Psychotherapy: What is
psychotherapy and how will I
What is Psychotherapy?
A private, confidential, within certain limits, interaction between yourself and the treating psychologist, where you bring your concerns to achieve understanding and strategies in order to manage or reduce your psychological distress, and to improve your mental well-being.
The interaction between clients and therapist is based on certain fundamental principles. The College of Psychologists of Ontario regulates this interaction by setting standards and guidelines to which all practicing psychologists in the province are required to adhere.
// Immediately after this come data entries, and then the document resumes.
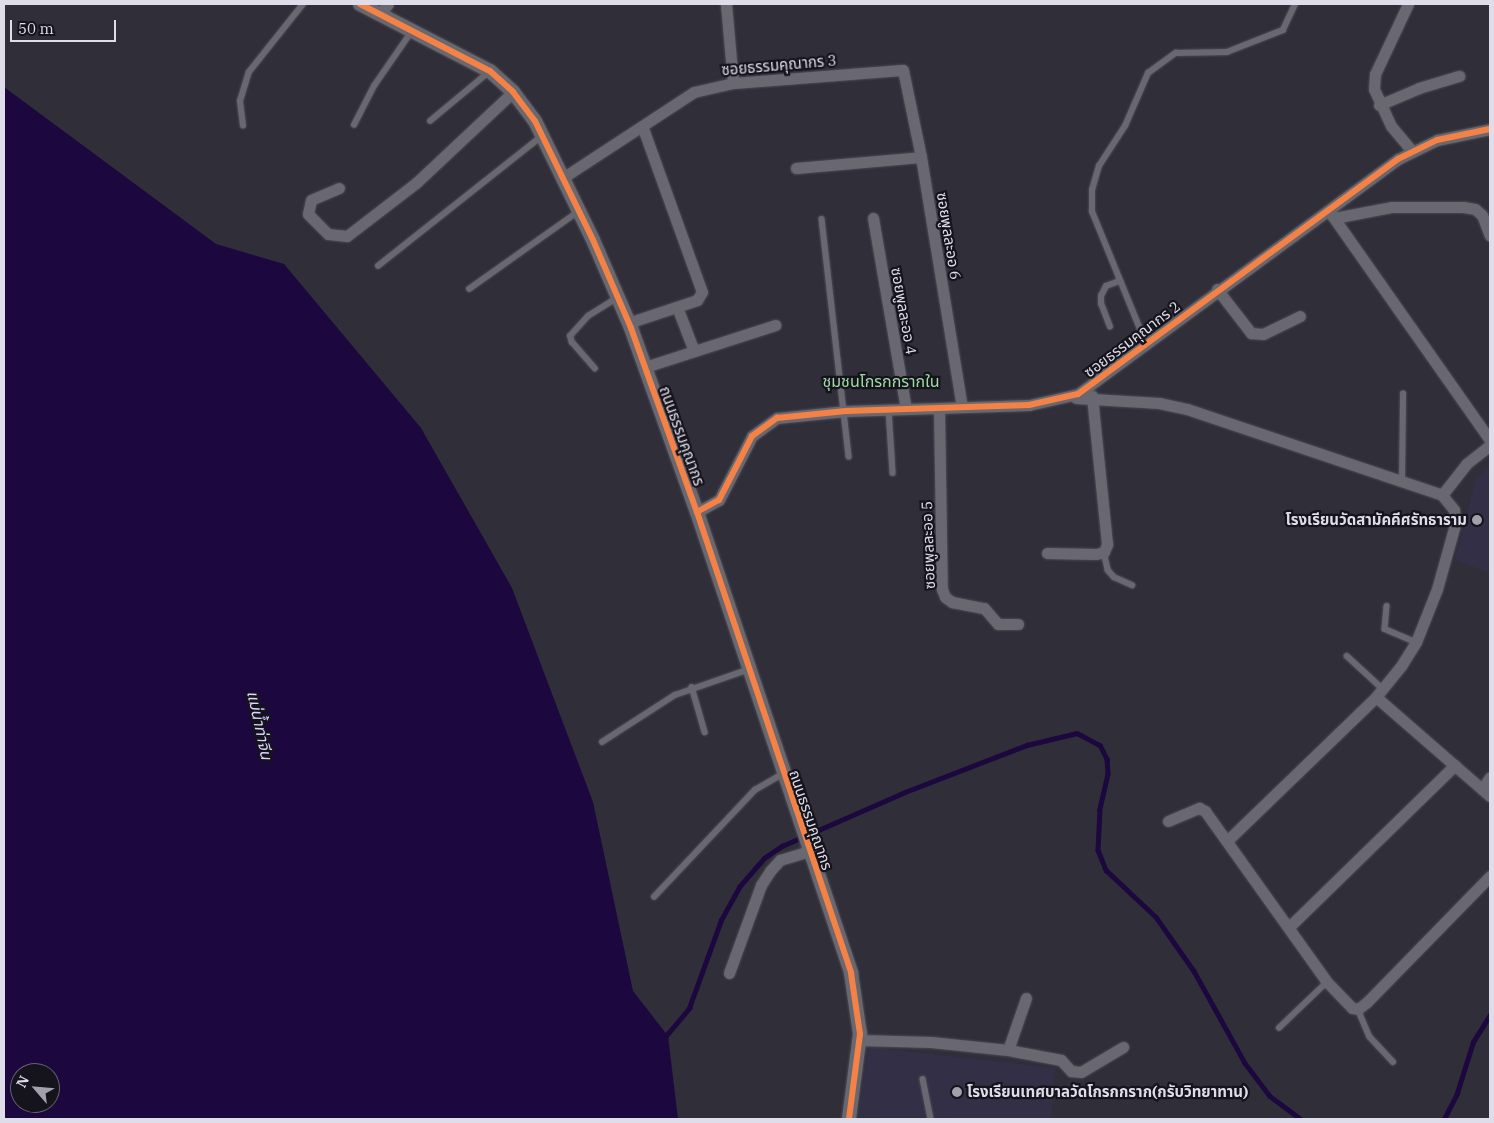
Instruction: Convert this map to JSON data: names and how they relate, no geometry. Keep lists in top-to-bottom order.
{
  "streets": {
    "street": [
      "ซอยธรรมคุณากร 3",
      "ซอยพูลละออ 6",
      "ซอยพูลละออ 4",
      "ซอยธรรมคุณากร 2",
      "ถนนธรรมคุณากร",
      "ซอยพูลละออ 5"
    ]
  },
  "crossings": [
    ["ซอยธรรมคุณากร 3", "ซอยพูลละออ 6"],
    ["ซอยธรรมคุณากร 3", "ถนนธรรมคุณากร"],
    ["ซอยพูลละออ 6", "ซอยธรรมคุณากร 2"],
    ["ซอยพูลละออ 4", "ซอยธรรมคุณากร 2"],
    ["ซอยธรรมคุณากร 2", "ถนนธรรมคุณากร"],
    ["ซอยธรรมคุณากร 2", "ซอยพูลละออ 5"]
  ],
  "districts": ["ชุมชนโกรกกรากใน"],
  "water": ["แม่น้ำท่าจีน"],
  "places": ["โรงเรียนวัดสามัคคีศรัทธาราม", "โรงเรียนเทศบาลวัดโกรกกราก(กรับวิทยาทาน)"],
  "scale_bar": "50 m",
  "north": "top left"
}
First, it is a formal agreement of what clients should expect regarding their treatment, how their information is used and stored, and their privacy protected. Second, clients should always expect to be treated with respect and dignity. Third, they should experience the therapist as non-judgemental, and their issues treated with due concern. They should expect the psychologist to be knowledgeable about current treatments related to their condition, and offer treatments based on scientific evidence. If the condition is beyond the psychologist's area of expertise, clients should expect to be referred.
What Type of Therapy?
Dr. Maing offers individual therapy on a weekly or bi-weekly basis for all clients. Therapy is tailored to suit your specific needs and utilize your unique strengths. My therapeutic approach integrates Cognitive-Behavioural Therapy with elements of Mindfulness, Self-Compassion, Positive Psychology and Attachment.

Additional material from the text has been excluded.